Patil goes on to explain about the big void in field reporting that gave him the idea to step into the space three years ago. “Competing on the web with rehashed or wire content is a highly competitive field since everyone can open a free WordPress account and do the same and attract traffic. That does not give newspapers exclusive content. So they are not finding new readers who are really looking for original stories.” It is a void that 101 Reporters is filling up by providing media houses with exclusive freelance verified content from remote areas and only from experienced journalists.
Two rounds of angel funding
“We essentially employ only journalists or ex-journalists to report for us. We don’t engage with lawyers, activists or any other non-journalists. The format is very simple. The journalist pitches the story at our website, the media house commissions the story and a deadline for the same is set. When the story is complete, the journalist sends it to us. We do the necessary editing and pay him Rs 3 to Rs 5 per word depending on our editing input. The story is then forwarded to the client, and it is usually accepted unless the deadline is not met.”

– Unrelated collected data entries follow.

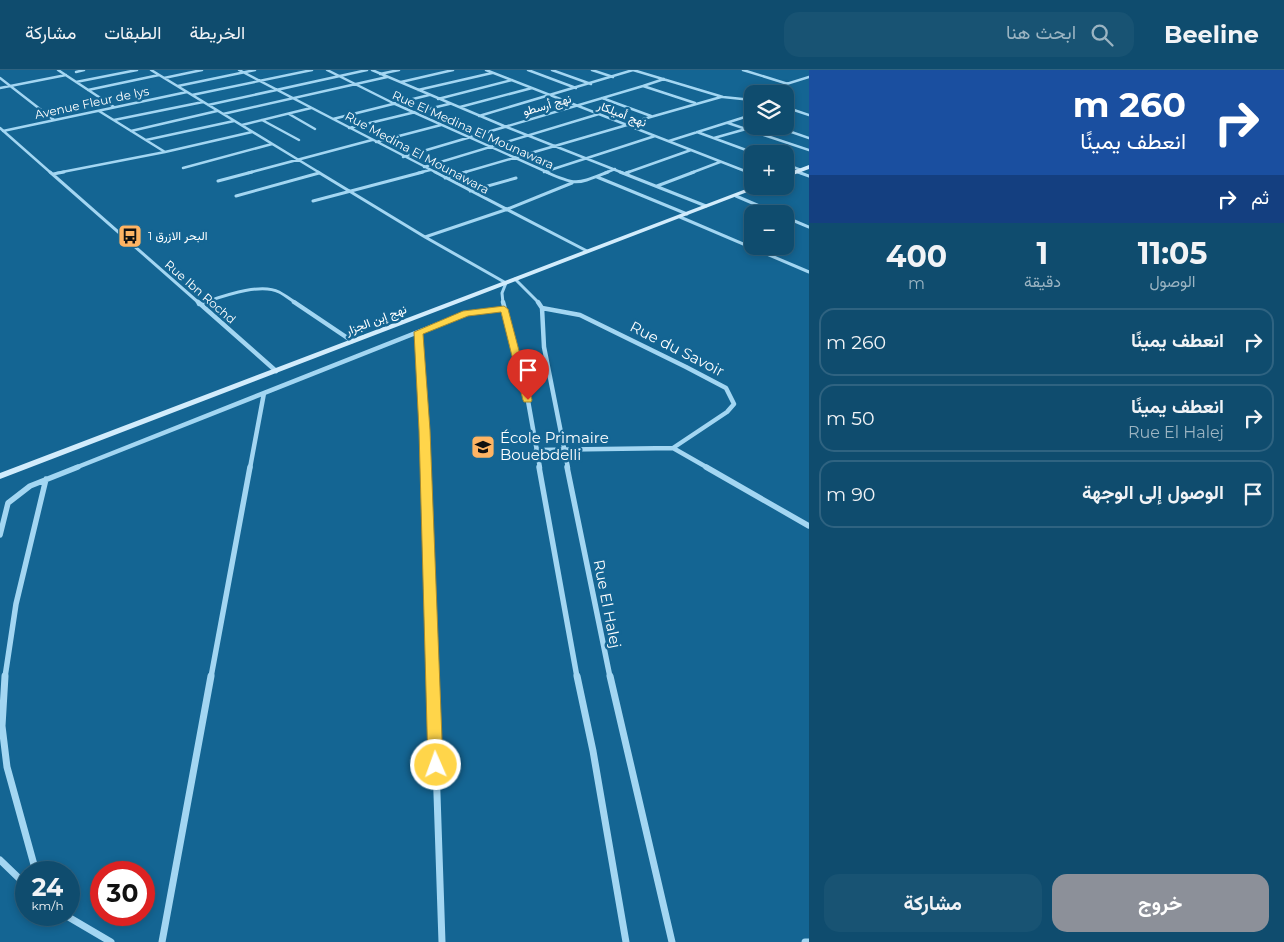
<!DOCTYPE html>
<html lang="ar">
<meta charset="utf-8">
<style>
:root{--surface:#0f4c6e;--page:#185373;--text:#f1f3f6;--muted:#9bb4c2;--line:#2f6381;--accent:#8c9099}
body{margin:0;font-family:Montserrat,Vazirmatn,sans-serif;background:var(--page);color:var(--text);direction:rtl;height:100vh;display:flex;flex-direction:column;font-size:19px;white-space:nowrap}
*{box-sizing:border-box;margin:0}
p{font-size:16px;color:var(--muted)}
.icon{flex:none;width:28px;height:28px;fill:none;stroke:currentColor;stroke-width:2;stroke-linecap:round;stroke-linejoin:round}
.map{position:relative;flex:1;overflow:hidden;direction:ltr}
.drawer{display:flex;flex-direction:column;background:var(--surface);width:475px}
.drawer>*{flex:none}
.banner{background:#1a4fa0;color:#fff;overflow:hidden}
.buttons{position:absolute;left:744px;top:15px;display:grid;gap:10px}
.buttons a{display:grid;place-items:center;width:50px;height:50px;border-radius:10px;background:var(--surface);box-shadow:0 2px 8px #0003,0 0 0 1px var(--line);font-size:25px}
.speed{position:absolute;left:15px;top:791px;display:flex;gap:10px;font-size:25px;font-weight:700;text-align:center}
.speed>*{display:grid;place-content:center;width:65px;height:65px;border-radius:50%;background:var(--surface);box-shadow:0 2px 8px #0003,0 0 0 1px var(--line);line-height:1}
.speed small{font-size:12px;font-weight:400}
.speed .limit{border:8px solid #d22;background:#fff;color:#111}
.pin{position:absolute;display:grid;place-items:center;width:42px;height:42px;color:#fff;margin:-51px -21px;border-radius:50% 50% 50% 0;rotate:-45deg;box-shadow:0 0 5px #0007}
.pin .icon{rotate:45deg}
.me{position:absolute;width:55px;margin:-28px;rotate:358deg;stroke-linejoin:round;filter:drop-shadow(0 0 4px #0008)}
.turn{display:flex;align-items:center;gap:18px;height:105px;padding:0 15px;font-size:22px}
.turn .icon{width:65px;height:65px;stroke-width:2.5}
.turn b{display:block;font-size:35px;line-height:42px}
.then{display:flex;align-items:center;height:48px;padding:0 15px;background:#0003;gap:10px;font-size:19px}
.eta{display:flex;justify-content:space-evenly;align-items:center;height:85px;text-align:center}
.eta b{font-size:30px;font-weight:700;line-height:35px}
.primary-button{display:flex;gap:10px;margin-top:auto;padding:10px 15px}
.primary-button a{flex:1;height:58px;border-radius:15px;background:var(--accent);color:#fff;font-size:20px;font-weight:700;line-height:58px;text-align:center}
.primary-button a+a{background:var(--page);color:var(--text)}
ul{padding:0;list-style:none}
li{display:flex;align-items:center;gap:15px;height:68px;margin:0 10px 8px;padding:0 5px;border:2px solid var(--line);border-radius:15px}
li div{flex:1}
li b{display:block;font-size:19px}
li em{font-style:normal}
header{display:flex;align-items:center;gap:30px;box-sizing:border-box;height:70px;padding:0 25px;background:var(--surface);border-bottom:1px solid var(--line)}
header strong{font-size:24px}
nav{display:flex;gap:28px;margin-inline-start:auto;font-size:18px}
.search{width:350px;height:45px;background:var(--page);display:flex;align-items:center;gap:12px;box-sizing:border-box;padding:0 18px;border-radius:15px;color:var(--muted);font-size:19px}
main{display:flex;flex:1;min-height:0}
.map>svg:first-child{display:block}
.lines{fill:none;stroke-linecap:round;stroke-linejoin:round}
.street-far4{stroke:#a3d6f2;stroke-width:2.5}
.street-far3{stroke:#a3d6f2;stroke-width:3}
.street-far2{stroke:#a3d6f2;stroke-width:4.5}
.street-far1{stroke:#a3d6f2;stroke-width:5.5}
.street{stroke:#a3d6f2;stroke-width:7}
.secondary{fill:#d2ecfc;fill-rule:evenodd}
.route{fill:#ffd54a;stroke:#a68a30}
.labels{text-anchor:middle;stroke-width:5;stroke-linejoin:round;paint-order:stroke}
.far-street-label{font-size:12px;fill:#fff;stroke:#146593}
.far-poi-label{font-size:12px;fill:#fff;stroke:#146593;text-anchor:start}
.street-label{font-size:15px;fill:#fff;stroke:#146593}
.poi-label{font-size:15px;fill:#fff;stroke:#146593;text-anchor:start}
</style>
<header>
<strong>Beeline</strong>
<div class="search"><svg class="icon" aria-label="search" viewBox="0 0 24 24"><circle cx="10" cy="10" r="6"/><path d="M15 15l6 6"/></svg>ابحث هنا</div>
<nav><a>الخريطة</a><a>الطبقات</a><a>مشاركة</a></nav>
</header>
<main>
<section class="drawer">
<div class="banner">
<div class="turn"><svg class="icon" aria-label="right" viewBox="0 0 24 24"><path d="M7 20v-9h11M14 6l5 5-5 5"/></svg><div><b>260 m</b>انعطف يمينًا</div></div>
<div class="then">ثم<svg class="icon" aria-label="right" viewBox="0 0 24 24"><path d="M7 20v-9h11M14 6l5 5-5 5"/></svg></div>
</div>
<div class="eta">
<div><b>11:05</b><p>الوصول</p></div>
<div><b>1</b><p>دقيقة</p></div>
<div><b>400</b><p>m</p></div>
</div>
<ul>
<li><svg class="icon" aria-label="right" viewBox="0 0 24 24"><path d="M7 20v-9h11M14 6l5 5-5 5"/></svg><div><b>انعطف يمينًا</b></div><em>260 m</em></li>
<li><svg class="icon" aria-label="right" viewBox="0 0 24 24"><path d="M7 20v-9h11M14 6l5 5-5 5"/></svg><div><b>انعطف يمينًا</b><p>Rue El Halej</p></div><em>50 m</em></li>
<li><svg class="icon" aria-label="arrive" viewBox="0 0 24 24"><path d="M6 21V4h12l-3 4 3 4H6"/></svg><div><b>الوصول إلى الوجهة</b></div><em>90 m</em></li>
</ul>
<div class="primary-button"><a>خروج</a><a>مشاركة</a></div>
</section>
<div class="map">
<svg width="809" height="872" viewBox="0 0 809 872">
<rect width="100%" height="100%" fill="#146593"/>
<g class="lines">
<!-- street-far4 -->
<path class="street-far4" d="M58,0l56,37
M151,0l169,103
M239,0l198,103
M327,0l66,33 156,70
M372,0l132,56 119,47
M486,0l264,103
M528,0l48,18
M552,0l39,14
M592,0l21,7
M633,0l90,27 29,3
M743,0l45,14
M76,2l8,-2
M380,4l19,-4
M0,8l54,42
M164,8l38,-8
M76,12l61,-12
M401,12l52,-12
M178,16l77,-16
M643,16l21,-7
M0,18l66,-13
M88,20l71,-15
M418,20l74,-17
M762,24l2,-3 45,-14
M192,25l120,-25
M602,28l49,18
M438,29l74,-19
M208,35l159,-35
M460,37l72,-19
M785,37l24,8
M99,41l66,41
M223,44l164,-37
M289,44l26,15
M479,46l154,-46
M333,49l96,-24
M114,50l89,-18
M262,50l37,20
M728,53l81,27
M626,54l95,-27
M242,55l69,-17
M774,56l35,12
M0,58l51,45
M349,58l100,-24
M3,61l184,-39
M131,61l86,-20
M697,62l60,22
M714,68l32,-9
M146,70l88,-19
M669,71l76,-24 7,2
M376,72l65,-17
M403,87l240,-71 52,17
M785,94l16,6
M424,97l175,-53
M183,98l89,-24
M544,102l111,-36
M798,102l3,1
M57,103l108,-21 87,-20
M248,103l124,-33
M418,103l12,-3
M462,103l165,-48
M605,103l10,-4
M626,103l65,-23
M691,103l29,-11"/>
<!-- street-far3 -->
<path class="street-far3" d="M50,102l149,131
M318,102l107,65 81,46 -4,10 1,10
M435,102l152,79
M546,102c31,14 31,12 62,0
M620,102l86,34
M747,102l5,2
M798,102l11,4
M626,103l3,-1
M53,104l11,-2
M597,107l90,37
M445,108l21,-6
M218,111l34,-9
M657,116l37,-14
M470,121l46,-13
M236,126l83,-23
M736,126l42,18
M313,131l110,-29
M680,147l129,55
M785,147l24,10
M425,167l80,-27 67,-27
M515,209l24,24
M202,233c19,-6 58,-21 77,-11 6,3 12,8 17,11"/>
<!-- street-far2 -->
<path class="street-far2" d="M198,232l78,69
M294,232l58,39
M503,232l22,82 15,84
M538,232l4,6 2,39 24,121
M199,234l7,-2
M418,262l8,136
M673,378l35,20
M536,380l137,-2 54,-36 7,-8 -8,-16 -40,-21 -106,-52 -38,-7
M75,398l391,-155 38,-4
M250,398l14,-75"/>
<!-- street-far1 -->
<path class="street-far1" d="M426,397l7,210
M539,397l38,210
M567,397l43,210
M706,397l103,59
M0,465l8,-32 22,-17 48,-19
M5,607l11,-73 30,-125
M211,607l39,-210"/>
<!-- street -->
<path class="street" d="M5,606l-3,50 5,41 29,105
M433,606l9,266
M577,606l16,75 33,191
M610,606l62,266
M0,790l26,25
M65,845l46,27
M162,872l49,-266
M805,872h4"/>
<!-- secondary -->
<path class="secondary" d="M809,95v4l-24,9v-4z
M754,116h9l-763,293v-6z"/>
</g>
<!-- route -->
<path class="route" d="M504,236l4,3 24,91 -1,2h-7l-1,-2 -22,-88 -33,4 -45,18 7,96 13,335 -2,4 -5,2 -6,-2 -2,-4 -9,-335 -5,-98 49,-21z"/>
<!-- icons -->
<defs>
<g id="bus-square" transform="scale(1.25)"><rect x="-9" y="-9" width="18" height="18" rx="4" fill="#ffb463" stroke="#146593"/><path d="M-5-6H5V4H4V6H2V4H-2V6H-4V4H-5ZM-3.5-4V0h7V-4ZM-3.5 1.2v1.5H-2V1.2ZM2 1.2v1.5H3.5V1.2Z" fill="#111"/></g>
<g id="school-square" transform="scale(1.25)"><rect x="-9" y="-9" width="18" height="18" rx="4" fill="#ffb463" stroke="#146593"/><path d="M0-5L7-2L0 1L-7-2ZM-4 1L0 2.5L4 1V4Q0 6-4 4Z" fill="#111"/></g>
</defs>
<g fill-rule="evenodd">
<use href="#bus-square" x="130" y="166"/>
<use href="#school-square" x="483" y="377"/>
</g>
<g class="labels">
<!-- far-street labels -->
<g class="far-street-label">
<text transform="translate(92 33) rotate(-12)" y="4">Avenue Fleur de lys</text>
<text transform="translate(547 35) rotate(-16)" y="4">نهج أرسطو</text>
<text transform="translate(622 44) rotate(21)" y="4">نهج أميلكار</text>
<text transform="translate(473 60) rotate(24)" y="4">Rue El Medina El Mounawara</text>
<text transform="translate(417 83) rotate(28)" y="4">Rue Medina El Mounawara</text>
<text transform="translate(200 222) rotate(41)" y="4">Rue Ibn Rochd</text>
<text transform="translate(376 250) rotate(-21)" y="4">نهج إبن الجزار</text>
</g>
<!-- far-poi labels -->
<g class="far-poi-label">
<text x="148" y="170">1 البحر الازرق</text>
</g>
<!-- street labels -->
<g class="street-label">
<text transform="translate(677 279) rotate(27)" y="5">Rue du Savoir</text>
<text transform="translate(607 534) rotate(79)" y="5">Rue El Halej</text>
</g>
<!-- poi labels -->
<g class="poi-label">
<text x="500" y="373">École Primaire<tspan x="500" dy="17">Bouebdelli</tspan></text>
</g>
</g>
</svg>
<div class="buttons">
<a><svg class="icon" aria-label="layers" viewBox="0 0 24 24"><path d="M12 4l9 5-9 5-9-5zM3 14l9 5 9-5"/></svg></a>
<a>+</a>
<a>−</a>
</div>
<div class="speed"><div>24<small>km/h</small></div><div class="limit">30</div></div>
<div class="pin" style="left:528px;top:330px;background:#d93025"><svg class="icon" aria-label="arrive" viewBox="0 0 24 24"><path d="M6 21V4h12l-3 4 3 4H6"/></svg></div>
<svg class="me" style="left:436px;top:695px" viewBox="-20 -20 40 40"><circle r="17" fill="#ffd54a" stroke="#fff" stroke-width="3"/><path d="M0-11L8 9 0 5-8 9z" fill="#fff"/></svg>
</div>
</main>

101 Reporters has received two rounds of angel funding of US$ 125,000 (approximately Rs. 85 lakhs) from the US. Patil is happy with the progress that his fledgling organization is making, operating from a small office in a busy marketplace in Bengaluru. His journalists cover all types of news; they but boldly leave out travel, food and entertainment – the three segments that most digital media depend on to raise their page views. “We have a staff of 15 and are doing quality work producing news inputs from areas that no one covers. We want to be the Uber of field reporting, helping media companies source stories from journalists at an affordable cost,” says Patil. The small towns and cities do not have a steady stream of news stories. But when they do break, first-hand news with verification can be accessed with the help of organizations like 101 Reporters.